Day 6: Microservices & API Design
What You'll Learn Today
- Monolith vs microservices tradeoffs
- API design: REST vs gRPC vs GraphQL
- API Gateway pattern
- Service discovery mechanisms
- Rate limiting and throttling strategies
- Authentication with OAuth 2.0 and JWT
- Idempotency in API design
Monolith vs Microservices
flowchart LR
subgraph Monolith["Monolith Architecture"]
direction TB
UI1["UI Layer"]
BL1["Business Logic"]
DB1[("Single Database")]
UI1 --> BL1 --> DB1
end
subgraph Micro["Microservices Architecture"]
direction TB
GW["API Gateway"]
S1["User Service"]
S2["Order Service"]
S3["Payment Service"]
DB2[("User DB")]
DB3[("Order DB")]
DB4[("Payment DB")]
GW --> S1 & S2 & S3
S1 --> DB2
S2 --> DB3
S3 --> DB4
end
style Monolith fill:#f59e0b,color:#fff
style Micro fill:#3b82f6,color:#fff
| Aspect | Monolith | Microservices |
|---|---|---|
| Deployment | Single unit, simple | Independent, complex |
| Scaling | Scale everything | Scale individual services |
| Development | Easy to start | Better for large teams |
| Data consistency | ACID transactions | Eventual consistency |
| Latency | In-process calls | Network calls (higher) |
| Debugging | Simpler stack traces | Distributed tracing needed |
| Technology | Single stack | Polyglot possible |
| Failure | Entire app fails | Partial failures |
When to Choose Each
- Start with a monolith when you have a small team, unclear domain boundaries, or are building an MVP.

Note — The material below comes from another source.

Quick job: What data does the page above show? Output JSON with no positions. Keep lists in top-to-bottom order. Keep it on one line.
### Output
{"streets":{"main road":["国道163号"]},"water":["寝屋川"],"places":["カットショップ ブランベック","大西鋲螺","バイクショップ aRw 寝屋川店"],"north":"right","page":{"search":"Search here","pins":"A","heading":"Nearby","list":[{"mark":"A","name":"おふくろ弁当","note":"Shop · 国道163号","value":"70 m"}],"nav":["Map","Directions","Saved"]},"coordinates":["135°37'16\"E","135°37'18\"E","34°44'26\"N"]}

- Move to microservices when you need independent scaling, have distinct team boundaries, or need different tech stacks per service.
API Design: REST vs gRPC vs GraphQL
REST (Representational State Transfer)
GET /api/v1/users/123 β Get user
POST /api/v1/users β Create user
PUT /api/v1/users/123 β Update user
DELETE /api/v1/users/123 β Delete user
PATCH /api/v1/users/123 β Partial update
Key principles:
- Resource-based URLs
- HTTP methods for actions
- Stateless
- JSON payloads (typically)
- HTTP status codes for responses
gRPC (Google Remote Procedure Call)
service RideService {
rpc RequestRide(RideRequest) returns (RideResponse);
rpc StreamLocation(stream LocationUpdate) returns (stream DriverLocation);
}
message RideRequest {
string user_id = 1;
Location pickup = 2;
Location dropoff = 3;
}
Key features:
- Protocol Buffers (binary serialization)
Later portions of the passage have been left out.